De la escuela al estudio de grabación: El Casio VL-1 y la revolución del pop minimalista que podías llevar en el bolsillo

Lanzado por la firma japonesa Casio a las puertas de los años 80 (1979/1980), el VL-Tone VL-1 nació bajo un concepto híbrido casi absurdo para la época: combinar una calculadora electrónica de ocho dígitos con un sintetizador monofónico de teclas de botón. Aunque inicialmente se comercializó casi como un juguete o un gadget de oficina, su portabilidad y su sonido crudo y digital llamaron la atención de la escena contracultural y el synth-pop global.

 

El VL-1 no era solo un generador de tonos cuadrados.
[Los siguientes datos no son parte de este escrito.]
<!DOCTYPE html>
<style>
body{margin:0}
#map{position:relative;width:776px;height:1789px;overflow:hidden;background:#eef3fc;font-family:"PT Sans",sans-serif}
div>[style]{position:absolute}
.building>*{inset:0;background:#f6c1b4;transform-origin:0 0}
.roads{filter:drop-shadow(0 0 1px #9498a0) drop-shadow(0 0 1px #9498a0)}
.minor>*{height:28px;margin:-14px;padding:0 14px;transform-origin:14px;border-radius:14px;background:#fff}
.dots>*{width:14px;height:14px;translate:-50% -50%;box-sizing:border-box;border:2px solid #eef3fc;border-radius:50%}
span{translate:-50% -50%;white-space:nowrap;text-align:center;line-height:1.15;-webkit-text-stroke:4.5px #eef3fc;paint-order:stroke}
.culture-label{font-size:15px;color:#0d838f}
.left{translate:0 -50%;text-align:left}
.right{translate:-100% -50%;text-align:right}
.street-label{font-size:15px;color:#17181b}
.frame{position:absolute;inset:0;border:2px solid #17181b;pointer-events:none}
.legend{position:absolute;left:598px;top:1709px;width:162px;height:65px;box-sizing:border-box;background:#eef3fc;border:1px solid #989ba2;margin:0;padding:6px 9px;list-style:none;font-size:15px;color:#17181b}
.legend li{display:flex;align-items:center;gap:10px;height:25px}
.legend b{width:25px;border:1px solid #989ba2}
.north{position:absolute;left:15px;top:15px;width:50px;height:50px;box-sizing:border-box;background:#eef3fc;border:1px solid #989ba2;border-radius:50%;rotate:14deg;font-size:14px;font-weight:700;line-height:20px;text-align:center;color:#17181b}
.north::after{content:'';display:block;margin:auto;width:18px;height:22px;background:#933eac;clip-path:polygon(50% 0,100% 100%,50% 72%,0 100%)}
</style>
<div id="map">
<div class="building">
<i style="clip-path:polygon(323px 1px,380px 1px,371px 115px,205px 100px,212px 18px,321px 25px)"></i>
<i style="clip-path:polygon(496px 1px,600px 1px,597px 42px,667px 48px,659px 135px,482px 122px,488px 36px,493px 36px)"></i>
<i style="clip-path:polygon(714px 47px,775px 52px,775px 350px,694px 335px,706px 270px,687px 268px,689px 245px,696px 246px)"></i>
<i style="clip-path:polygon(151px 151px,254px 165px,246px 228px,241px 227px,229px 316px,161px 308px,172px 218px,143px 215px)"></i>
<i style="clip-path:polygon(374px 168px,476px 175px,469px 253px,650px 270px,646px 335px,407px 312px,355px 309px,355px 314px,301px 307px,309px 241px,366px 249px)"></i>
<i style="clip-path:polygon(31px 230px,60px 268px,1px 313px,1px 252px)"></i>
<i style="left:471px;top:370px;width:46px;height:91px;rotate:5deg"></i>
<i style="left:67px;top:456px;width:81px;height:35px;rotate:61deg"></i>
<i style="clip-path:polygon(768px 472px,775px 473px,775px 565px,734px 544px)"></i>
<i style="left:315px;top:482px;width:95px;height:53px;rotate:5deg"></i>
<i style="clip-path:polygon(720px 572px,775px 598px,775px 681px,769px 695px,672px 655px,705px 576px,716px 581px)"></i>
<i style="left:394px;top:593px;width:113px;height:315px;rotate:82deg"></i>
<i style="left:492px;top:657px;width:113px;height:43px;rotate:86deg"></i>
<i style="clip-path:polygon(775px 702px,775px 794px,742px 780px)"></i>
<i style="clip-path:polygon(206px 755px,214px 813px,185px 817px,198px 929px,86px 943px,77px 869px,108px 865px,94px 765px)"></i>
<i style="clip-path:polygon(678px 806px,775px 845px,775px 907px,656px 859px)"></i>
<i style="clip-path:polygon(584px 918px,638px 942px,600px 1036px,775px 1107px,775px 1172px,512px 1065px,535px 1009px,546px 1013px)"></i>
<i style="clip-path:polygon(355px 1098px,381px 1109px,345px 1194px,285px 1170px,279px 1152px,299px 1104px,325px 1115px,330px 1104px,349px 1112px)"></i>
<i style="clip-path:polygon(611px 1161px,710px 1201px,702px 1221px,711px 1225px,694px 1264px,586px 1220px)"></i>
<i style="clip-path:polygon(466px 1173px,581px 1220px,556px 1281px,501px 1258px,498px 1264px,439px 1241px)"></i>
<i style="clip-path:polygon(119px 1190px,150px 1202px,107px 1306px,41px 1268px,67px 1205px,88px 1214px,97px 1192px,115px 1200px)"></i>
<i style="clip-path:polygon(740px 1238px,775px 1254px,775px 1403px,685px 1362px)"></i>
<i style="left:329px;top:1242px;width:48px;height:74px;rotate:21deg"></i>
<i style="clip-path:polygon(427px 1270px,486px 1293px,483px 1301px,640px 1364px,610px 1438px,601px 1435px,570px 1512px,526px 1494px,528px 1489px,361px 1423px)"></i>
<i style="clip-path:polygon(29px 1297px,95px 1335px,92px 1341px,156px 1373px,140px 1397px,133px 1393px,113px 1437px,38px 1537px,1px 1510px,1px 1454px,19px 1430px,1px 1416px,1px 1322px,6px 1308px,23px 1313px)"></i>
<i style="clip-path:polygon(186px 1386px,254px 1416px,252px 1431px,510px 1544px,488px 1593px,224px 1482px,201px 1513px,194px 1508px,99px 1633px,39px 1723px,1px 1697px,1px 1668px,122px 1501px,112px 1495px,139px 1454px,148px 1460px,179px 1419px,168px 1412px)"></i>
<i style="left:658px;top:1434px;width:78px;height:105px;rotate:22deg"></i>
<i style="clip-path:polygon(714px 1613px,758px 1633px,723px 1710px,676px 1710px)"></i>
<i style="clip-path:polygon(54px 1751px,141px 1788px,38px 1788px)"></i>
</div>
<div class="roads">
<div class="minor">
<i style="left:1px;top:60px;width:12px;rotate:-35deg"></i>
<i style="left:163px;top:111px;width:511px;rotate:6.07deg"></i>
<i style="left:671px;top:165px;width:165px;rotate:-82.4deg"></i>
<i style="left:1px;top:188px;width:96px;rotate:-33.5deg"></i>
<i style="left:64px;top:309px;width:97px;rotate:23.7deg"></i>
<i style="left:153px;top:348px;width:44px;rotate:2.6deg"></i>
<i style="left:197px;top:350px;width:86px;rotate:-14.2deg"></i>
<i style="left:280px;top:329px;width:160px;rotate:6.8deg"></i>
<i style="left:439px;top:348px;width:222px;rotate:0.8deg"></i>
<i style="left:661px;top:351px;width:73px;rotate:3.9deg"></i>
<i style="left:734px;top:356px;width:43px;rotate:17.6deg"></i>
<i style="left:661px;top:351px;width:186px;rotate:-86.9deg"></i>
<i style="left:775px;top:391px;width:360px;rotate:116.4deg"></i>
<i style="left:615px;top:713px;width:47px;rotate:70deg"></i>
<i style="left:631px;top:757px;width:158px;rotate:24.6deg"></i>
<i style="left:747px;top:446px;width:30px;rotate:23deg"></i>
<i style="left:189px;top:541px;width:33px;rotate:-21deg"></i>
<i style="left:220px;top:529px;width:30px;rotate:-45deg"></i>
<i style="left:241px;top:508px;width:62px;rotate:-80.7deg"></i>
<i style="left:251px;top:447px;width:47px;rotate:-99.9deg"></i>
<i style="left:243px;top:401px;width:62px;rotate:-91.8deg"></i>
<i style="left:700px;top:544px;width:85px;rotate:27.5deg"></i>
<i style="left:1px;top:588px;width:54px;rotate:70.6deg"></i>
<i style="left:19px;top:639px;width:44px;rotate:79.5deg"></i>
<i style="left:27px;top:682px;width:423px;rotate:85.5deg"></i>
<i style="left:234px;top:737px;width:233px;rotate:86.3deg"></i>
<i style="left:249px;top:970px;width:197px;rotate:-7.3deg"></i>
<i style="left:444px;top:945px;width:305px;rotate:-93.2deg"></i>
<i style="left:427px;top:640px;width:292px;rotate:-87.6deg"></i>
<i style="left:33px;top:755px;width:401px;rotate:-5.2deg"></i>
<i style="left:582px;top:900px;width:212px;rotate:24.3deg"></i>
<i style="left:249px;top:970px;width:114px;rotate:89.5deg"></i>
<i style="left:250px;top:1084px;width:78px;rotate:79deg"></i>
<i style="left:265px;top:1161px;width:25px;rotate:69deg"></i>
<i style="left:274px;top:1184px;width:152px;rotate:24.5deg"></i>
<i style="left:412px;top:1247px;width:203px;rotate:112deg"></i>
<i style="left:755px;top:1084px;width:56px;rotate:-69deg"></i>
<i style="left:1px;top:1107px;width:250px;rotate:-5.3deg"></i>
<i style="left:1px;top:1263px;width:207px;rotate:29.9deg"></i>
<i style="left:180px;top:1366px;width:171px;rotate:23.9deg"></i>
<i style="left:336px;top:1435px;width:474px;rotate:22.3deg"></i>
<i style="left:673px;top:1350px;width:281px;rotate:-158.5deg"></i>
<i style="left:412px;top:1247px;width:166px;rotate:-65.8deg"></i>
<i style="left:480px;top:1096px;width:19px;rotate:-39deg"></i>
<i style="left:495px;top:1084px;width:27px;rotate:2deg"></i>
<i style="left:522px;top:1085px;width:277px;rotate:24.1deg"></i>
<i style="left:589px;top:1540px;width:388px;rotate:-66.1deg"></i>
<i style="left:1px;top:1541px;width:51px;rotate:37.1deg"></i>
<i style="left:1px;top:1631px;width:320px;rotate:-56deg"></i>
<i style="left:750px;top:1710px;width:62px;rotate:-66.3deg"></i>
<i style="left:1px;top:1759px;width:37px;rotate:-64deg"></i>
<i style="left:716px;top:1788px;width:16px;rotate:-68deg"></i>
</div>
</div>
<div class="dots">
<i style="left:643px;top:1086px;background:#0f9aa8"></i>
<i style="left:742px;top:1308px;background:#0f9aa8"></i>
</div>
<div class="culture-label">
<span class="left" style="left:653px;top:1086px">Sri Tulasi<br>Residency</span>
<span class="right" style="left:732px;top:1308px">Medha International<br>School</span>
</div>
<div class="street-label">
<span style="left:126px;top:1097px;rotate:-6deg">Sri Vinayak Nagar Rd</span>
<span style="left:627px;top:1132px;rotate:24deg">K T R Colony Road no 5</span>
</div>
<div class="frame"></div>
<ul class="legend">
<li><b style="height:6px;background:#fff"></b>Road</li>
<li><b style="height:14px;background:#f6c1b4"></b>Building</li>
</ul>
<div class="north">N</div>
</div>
Tenía un secreto de culto: el modo ADSR. Al poner el selector en la función de calculadora, el usuario podía ingresar un código numérico de 8 dígitos para alterar los parámetros de Attack, Decay, Sustain, Release y el tipo de onda, operando en las entrañas de su microchip para moldear un sonido propio.
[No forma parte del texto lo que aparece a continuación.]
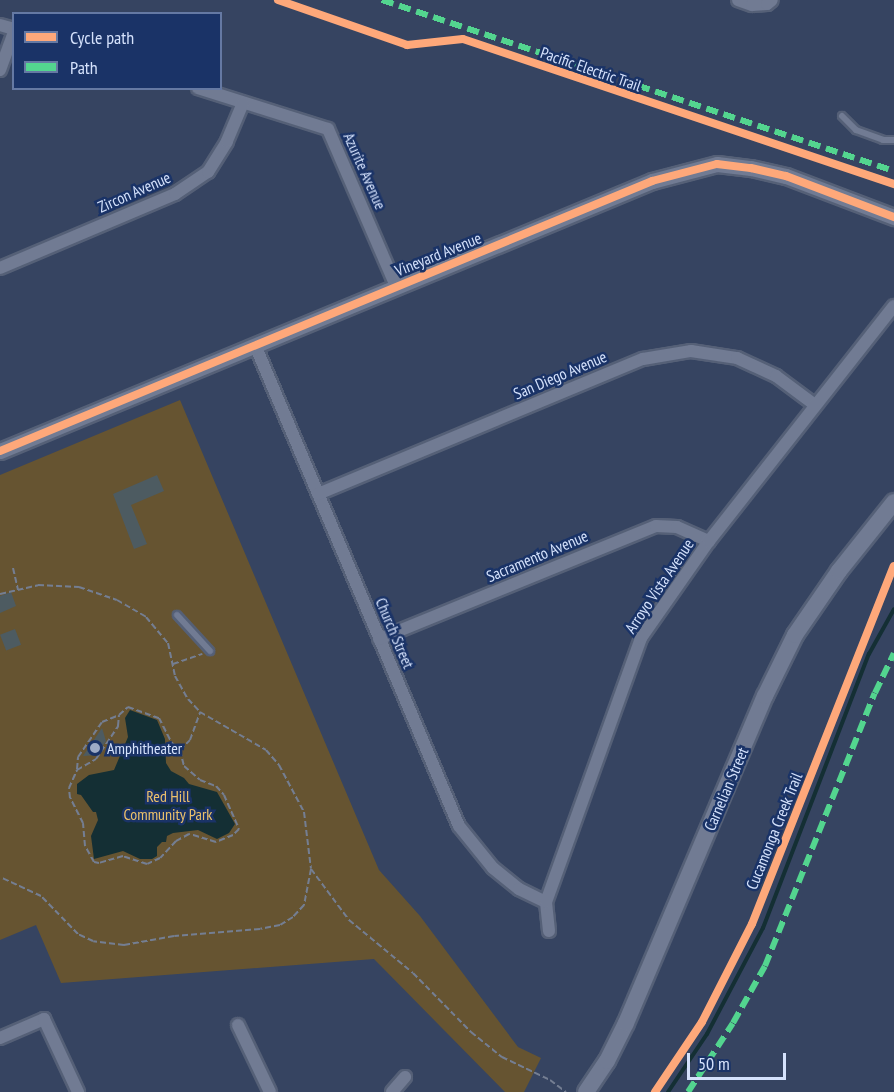 <!DOCTYPE html>
<html>
<head>
<meta charset="utf-8">
<style>
  body { margin:0 }
  #map { position:relative; width:894px; height:1092px; overflow:hidden; background:#364461; font-family:"PT Sans Narrow",sans-serif }
  div>[style] { position:absolute }
  .green>* { inset:0; background:#665431 }
  .water>* { inset:0; background:#142f34 }
  .stream>* { height:4px; margin:-2px; padding:0 2px; transform-origin:2px; border-radius:2px; background:#142f34 }
  .building>* { inset:0; background:#4d5b61; transform-origin:0 0 }
  .path>* { height:2px; margin-top:-1px; transform-origin:0; background:repeating-linear-gradient(90deg,#747e92 0 6px,transparent 0 9px) }
  .roads { filter:drop-shadow(2px 0 #556077) drop-shadow(-2px 0 #556077) drop-shadow(0 2px #556077) drop-shadow(0 -2px #556077) }
  .service>* { height:6px; margin:-3px; padding:0 3px; transform-origin:3px; border-radius:3px; background:#717b93 }
  .minor>* { height:12px; margin:-6px; padding:0 6px; transform-origin:6px; border-radius:6px; background:#717b93 }
  .tertiary>* { height:15px; margin:-7.5px; padding:0 7.5px; transform-origin:7.5px; border-radius:7.5px; background:#717b93 }
  .secondary>* { height:16px; margin:-8px; padding:0 8px; transform-origin:8px; border-radius:8px; background:#717b93 }
  .quiet>* { height:6px; margin-top:-3px; transform-origin:0; background:repeating-linear-gradient(90deg,#53d58f 0 12px,transparent 0 18px) }
  .cycleway>* { height:8px; margin:-4px; padding:0 4px; transform-origin:4px; border-radius:4px; background:#fea87a }
  .dots>* { width:16px; height:16px; translate:-50% -50%; box-sizing:border-box; border:3px solid #1a3367; border-radius:50% }
  span { translate:-50% -50%; white-space:nowrap; text-align:center; line-height:1.15; -webkit-text-stroke:5px #1a3367; paint-order:stroke }
  .street-label { font-size:16px; color:#d5e2fc }
  .poi-label { font-size:16px; color:#d5e2fc }
  .left { translate:0 -50%; text-align:left }
  .park-label { font-size:16px; color:#ecc16b }
  .legend { position:absolute; left:12px; top:12px; width:210px; height:78px; box-sizing:border-box; background:#1a3367; border:2px solid #6579a3; margin:0; padding:8px 10px; list-style:none; font-size:18px; color:#d5e2fc }
  .legend li { display:flex; align-items:center; gap:12px; height:30px }
  .legend b { width:30px; border:2px solid #6579a3 }
  .scale { position:absolute; left:687px; top:1053px; width:99px; height:27px; box-sizing:border-box; border:3px solid #d5e2fc; border-top:0; padding-left:8px; font-size:18px; line-height:21px; white-space:nowrap; color:#d5e2fc; -webkit-text-stroke:4px #1a3367; paint-order:stroke }
</style>
</head>
<body>
<div id="map">
  <div class="green">
    <div style="clip-path:polygon(180px 400px,379px 870px,420px 916px,518px 1047px,541px 1058px,524px 1092px,505px 1092px,374px 959px,61px 983px,36px 925px,0 940px,0 475px)"></div>
  </div>
  <div class="water">
    <div style="clip-path:polygon(130px 710px,157px 720px,165px 739px,166px 763px,171px 771px,184px 778px,189px 784px,217px 792px,235px 824px,229px 833px,217px 839px,198px 830px,173px 833px,167px 836px,166px 842px,162px 842px,157px 847px,157px 856px,152px 859px,140px 859px,123px 851px,94px 859px,91px 836px,98px 820px,96px 812px,93px 812px,81px 795px,77px 794px,77px 784px,89px 775px,114px 770px,128px 737px,125px 718px)"></div>
  </div>
  <div class="stream">
    <div style="left:668px;top:1092px;width:70px;rotate:-56.1deg"></div>
    <div style="left:707px;top:1034px;width:120px;rotate:-62.2deg"></div>
    <div style="left:763px;top:928px;width:294px;rotate:-68.9deg"></div>
    <div style="left:869px;top:654px;width:51px;rotate:-60.9deg"></div>
  </div>
  <div class="building">
    <div style="clip-path:polygon(157px 475px,164px 491px,131px 505px,147px 544px,134px 549px,113px 494px)"></div>
    <div style="clip-path:polygon(11px 592px,16px 606px,0 613px,0 596px)"></div>
    <div style="left:15px;top:629px;width:17px;height:16px;rotate:69deg"></div>
    <div style="clip-path:polygon(102px 728px,106px 741px,97px 755px,83px 756px)"></div>
  </div>
  <div class="path">
    <div style="left:13px;top:568px;width:22px;rotate:77deg"></div>
    <div style="left:0;top:594px;width:39px;rotate:-13deg"></div>
    <div style="left:38px;top:585px;width:41px;rotate:2.8deg"></div>
    <div style="left:79px;top:587px;width:40px;rotate:18.9deg"></div>
    <div style="left:117px;top:600px;width:34px;rotate:30deg"></div>
    <div style="left:146px;top:617px;width:34px;rotate:50deg"></div>
    <div style="left:168px;top:643px;width:34px;rotate:78deg"></div>
    <div style="left:175px;top:676px;width:26px;rotate:61deg"></div>
    <div style="left:188px;top:699px;width:18px;rotate:47deg"></div>
    <div style="left:200px;top:712px;width:76px;rotate:29.9deg"></div>
    <div style="left:266px;top:750px;width:20px;rotate:49deg"></div>
    <div style="left:279px;top:765px;width:53px;rotate:62deg"></div>
    <div style="left:304px;top:812px;width:57px;rotate:83deg"></div>
    <div style="left:311px;top:869px;width:37px;rotate:101deg"></div>
    <div style="left:304px;top:905px;width:16px;rotate:133deg"></div>
    <div style="left:293px;top:917px;width:15px;rotate:148deg"></div>
    <div style="left:280px;top:925px;width:20px;rotate:169deg"></div>
    <div style="left:260px;top:929px;width:86px;rotate:175.3deg"></div>
    <div style="left:174px;top:936px;width:51px;rotate:169.8deg"></div>
    <div style="left:124px;top:945px;width:31px;rotate:-173deg"></div>
    <div style="left:93px;top:941px;width:17px;rotate:-155deg"></div>
    <div style="left:78px;top:934px;width:53px;rotate:-134.2deg"></div>
    <div style="left:41px;top:896px;width:45px;rotate:-155.1deg"></div>
    <div style="left:173px;top:664px;width:31px;rotate:-19deg"></div>
    <div style="left:180px;top:750px;width:16px;rotate:76deg"></div>
    <div style="left:184px;top:766px;width:21px;rotate:41deg"></div>
    <div style="left:200px;top:780px;width:17px;rotate:21deg"></div>
    <div style="left:216px;top:786px;width:12px;rotate:48deg"></div>
    <div style="left:224px;top:795px;width:37px;rotate:66deg"></div>
    <div style="left:239px;top:829px;width:8px;rotate:135deg"></div>
    <div style="left:233px;top:835px;width:18px;rotate:158deg"></div>
    <div style="left:216px;top:842px;width:28px;rotate:-163deg"></div>
    <div style="left:189px;top:834px;width:15px;rotate:152deg"></div>
    <div style="left:176px;top:841px;width:23px;rotate:133deg"></div>
    <div style="left:160px;top:858px;width:14px;rotate:155deg"></div>
    <div style="left:147px;top:864px;width:25px;rotate:-162deg"></div>
    <div style="left:123px;top:856px;width:25px;rotate:164deg"></div>
    <div style="left:99px;top:863px;width:5px;rotate:-169deg"></div>
    <div style="left:94px;top:862px;width:18px;rotate:-119deg"></div>
    <div style="left:85px;top:846px;width:23px;rotate:-95deg"></div>
    <div style="left:83px;top:823px;width:28px;rotate:-117deg"></div>
    <div style="left:70px;top:798px;width:10px;rotate:-96deg"></div>
    <div style="left:69px;top:788px;width:20px;rotate:-66deg"></div>
    <div style="left:77px;top:770px;width:22px;rotate:-30deg"></div>
    <div style="left:96px;top:759px;width:40px;rotate:-56deg"></div>
    <div style="left:118px;top:726px;width:11px;rotate:-85deg"></div>
    <div style="left:119px;top:715px;width:12px;rotate:-42deg"></div>
    <div style="left:128px;top:707px;width:33px;rotate:20deg"></div>
    <div style="left:159px;top:718px;width:27px;rotate:63deg"></div>
    <div style="left:171px;top:742px;width:12px;rotate:42deg"></div>
    <div style="left:180px;top:750px;width:14px;rotate:-45deg"></div>
    <div style="left:190px;top:740px;width:30px;rotate:-70deg"></div>
    <div style="left:77px;top:769px;width:12px;rotate:-85deg"></div>
    <div style="left:78px;top:757px;width:42px;rotate:-55.6deg"></div>
    <div style="left:102px;top:722px;width:18px;rotate:-22deg"></div>
    <div style="left:311px;top:869px;width:64px;rotate:53.3deg"></div>
    <div style="left:349px;top:920px;width:83px;rotate:39.6deg"></div>
    <div style="left:413px;top:973px;width:83px;rotate:45.5deg"></div>
    <div style="left:471px;top:1032px;width:40px;rotate:39deg"></div>
    <div style="left:502px;top:1057px;width:53px;rotate:25.6deg"></div>
    <div style="left:550px;top:1080px;width:20px;rotate:37deg"></div>
  </div>
  <div class="roads">
    <div class="service">
      <div style="left:842px;top:116px;width:20px;rotate:45deg"></div>
      <div style="left:856px;top:130px;width:29px;rotate:20deg"></div>
      <div style="left:883px;top:140px;width:11px"></div>
      <div style="left:177px;top:615px;width:49px;rotate:47.5deg"></div>
    </div>
    <div class="minor">
      <div style="left:738px;top:0;width:15px;rotate:20deg"></div>
      <div style="left:752px;top:5px;width:15px;rotate:-4deg"></div>
      <div style="left:767px;top:4px;width:6px;rotate:-39deg"></div>
      <div style="left:0;top:25px;width:15px;rotate:16deg"></div>
      <div style="left:0;top:70px;width:40px;rotate:-69.8deg"></div>
      <div style="left:198px;top:88px;width:136px;rotate:17.5deg"></div>
      <div style="left:328px;top:129px;width:171px;rotate:66.6deg"></div>
      <div style="left:0;top:268px;width:190px;rotate:-22.9deg"></div>
      <div style="left:175px;top:194px;width:40px;rotate:-34deg"></div>
      <div style="left:208px;top:172px;width:36px;rotate:-58deg"></div>
      <div style="left:227px;top:141px;width:41px;rotate:-67.2deg"></div>
      <div style="left:255px;top:345px;width:522px;rotate:67.02deg"></div>
      <div style="left:459px;top:826px;width:54px;rotate:51deg"></div>
      <div style="left:493px;top:868px;width:33px;rotate:39deg"></div>
      <div style="left:519px;top:889px;width:30px;rotate:26deg"></div>
      <div style="left:318px;top:494px;width:352px;rotate:-22.6deg"></div>
      <div style="left:643px;top:359px;width:49px;rotate:-9.5deg"></div>
      <div style="left:691px;top:351px;width:47px;rotate:8.7deg"></div>
      <div style="left:737px;top:358px;width:43px;rotate:24.8deg"></div>
      <div style="left:776px;top:376px;width:49px;rotate:36.6deg"></div>
      <div style="left:379px;top:639px;width:299px;rotate:-22.2deg"></div>
      <div style="left:656px;top:526px;width:21px;rotate:3deg"></div>
      <div style="left:677px;top:527px;width:35px;rotate:24deg"></div>
      <div style="left:549px;top:931px;width:29px;rotate:-96deg"></div>
      <div style="left:546px;top:902px;width:281px;rotate:-70.2deg"></div>
      <div style="left:641px;top:638px;width:118px;rotate:-55deg"></div>
      <div style="left:709px;top:541px;width:299px;rotate:-51.8deg"></div>
      <div style="left:238px;top:1025px;width:74px;rotate:64.5deg"></div>
      <div style="left:0;top:1038px;width:48px;rotate:-23.4deg"></div>
      <div style="left:44px;top:1019px;width:81px;rotate:65deg"></div>
      <div style="left:392px;top:1092px;width:20px;rotate:-49deg"></div>
    </div>
    <div class="tertiary">
      <div style="left:0;top:451px;width:706px;rotate:-22.49deg"></div>
      <div style="left:652px;top:181px;width:67px;rotate:-14.7deg"></div>
      <div style="left:717px;top:164px;width:34px;rotate:7deg"></div>
      <div style="left:751px;top:168px;width:36px;rotate:13deg"></div>
      <div style="left:786px;top:176px;width:116px;rotate:20.8deg"></div>
    </div>
    <div class="secondary">
      <div style="left:586px;top:1092px;width:37px;rotate:-56deg"></div>
      <div style="left:607px;top:1061px;width:42px;rotate:-63.4deg"></div>
      <div style="left:626px;top:1023px;width:355px;rotate:-67deg"></div>
      <div style="left:765px;top:696px;width:68px;rotate:-63.8deg"></div>
      <div style="left:795px;top:635px;width:78px;rotate:-55.5deg"></div>
      <div style="left:839px;top:571px;width:88px;rotate:-51.4deg"></div>
    </div>
  </div>
  <div class="quiet">
    <div style="left:382px;top:0;width:540px;rotate:18.47deg"></div>
    <div style="left:688px;top:1092px;width:82px;rotate:-56.9deg"></div>
    <div style="left:733px;top:1023px;width:65px;rotate:-60.7deg"></div>
    <div style="left:765px;top:966px;width:294px;rotate:-68.1deg"></div>
    <div style="left:875px;top:693px;width:44px;rotate:-64.6deg"></div>
  </div>
  <div class="cycleway">
    <div style="left:278px;top:0;width:137px;rotate:19.2deg"></div>
    <div style="left:407px;top:45px;width:56px;rotate:-6.1deg"></div>
    <div style="left:463px;top:39px;width:455px;rotate:18.6deg"></div>
    <div style="left:0;top:451px;width:706px;rotate:-22.49deg"></div>
    <div style="left:652px;top:181px;width:67px;rotate:-14.7deg"></div>
    <div style="left:717px;top:164px;width:34px;rotate:7deg"></div>
    <div style="left:751px;top:168px;width:36px;rotate:13deg"></div>
    <div style="left:786px;top:176px;width:116px;rotate:20.8deg"></div>
    <div style="left:655px;top:1092px;width:84px;rotate:-56.1deg"></div>
    <div style="left:702px;top:1022px;width:110px;rotate:-63deg"></div>
    <div style="left:752px;top:924px;width:385px;rotate:-68.4deg"></div>
  </div>
  <div class="dots">
    <div style="left:95px;top:748px;background:#9dabc6"></div>
  </div>
  <div class="street-label">
    <span style="left:591px;top:69px;rotate:19deg">Pacific Electric Trail</span>
    <span style="left:365px;top:171px;rotate:66deg">Azurite Avenue</span>
    <span style="left:134px;top:192px;rotate:-24deg">Zircon Avenue</span>
    <span style="left:438px;top:254px;rotate:-22deg">Vineyard Avenue</span>
    <span style="left:560px;top:375px;rotate:-23deg">San Diego Avenue</span>
    <span style="left:537px;top:556px;rotate:-23deg">Sacramento Avenue</span>
    <span style="left:659px;top:586px;rotate:-56deg">Arroyo Vista Avenue</span>
    <span style="left:395px;top:633px;rotate:67deg">Church Street</span>
    <span style="left:726px;top:789px;rotate:-67deg">Carnelian Street</span>
    <span style="left:774px;top:831px;rotate:-68deg">Cucamonga Creek Trail</span>
  </div>
  <div class="poi-label">
    <span class="left" style="left:107px;top:748px">Amphitheater</span>
  </div>
  <div class="park-label">
    <span style="left:168px;top:805px">Red Hill<br>Community Park</span>
  </div>
  <ul class="legend">
  <li><b style="height:8px;background:#fea87a"></b>Cycle path</li>
  <li><b style="height:8px;background:#53d58f"></b>Path</li>
  </ul>
  <div class="scale">50 m</div>
</div>
</body>
</html>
Sus ritmos preestablecidos (Rock-1, March, Waltz, Bossa Nova) marcaron el pulso de una época. De hecho, el ritmo “Rock-1” es la base inconfundible del mega-hit mundial “Da Da Da” de la banda alemana Trio (1982). También fue usado por artistas de la talla de Kraftwerk (en el álbum Computer World), Depeche Mode, The Human League y, a nivel nacional, por los proyectos más experimentales del underground porteño en los 80.

 

Hoy, en pleno auge de la saturación digital y el software infinito, el VL-1 es buscado por productores de música electrónica, indie y lo-fi por su textura única. No se puede replicar fácilmente esa conversión digital-analógica tan barata y crujiente de sus componentes originales. Además, la persistencia de estas unidades físicas con sus marcas de uso y pátina del tiempo (como los icónicos stickers de Spiderman de la unidad relevada) aporta el testimonio perfecto de un objeto que sobrevivió a la cotidianidad hogareña para convertirse en una pieza de colección.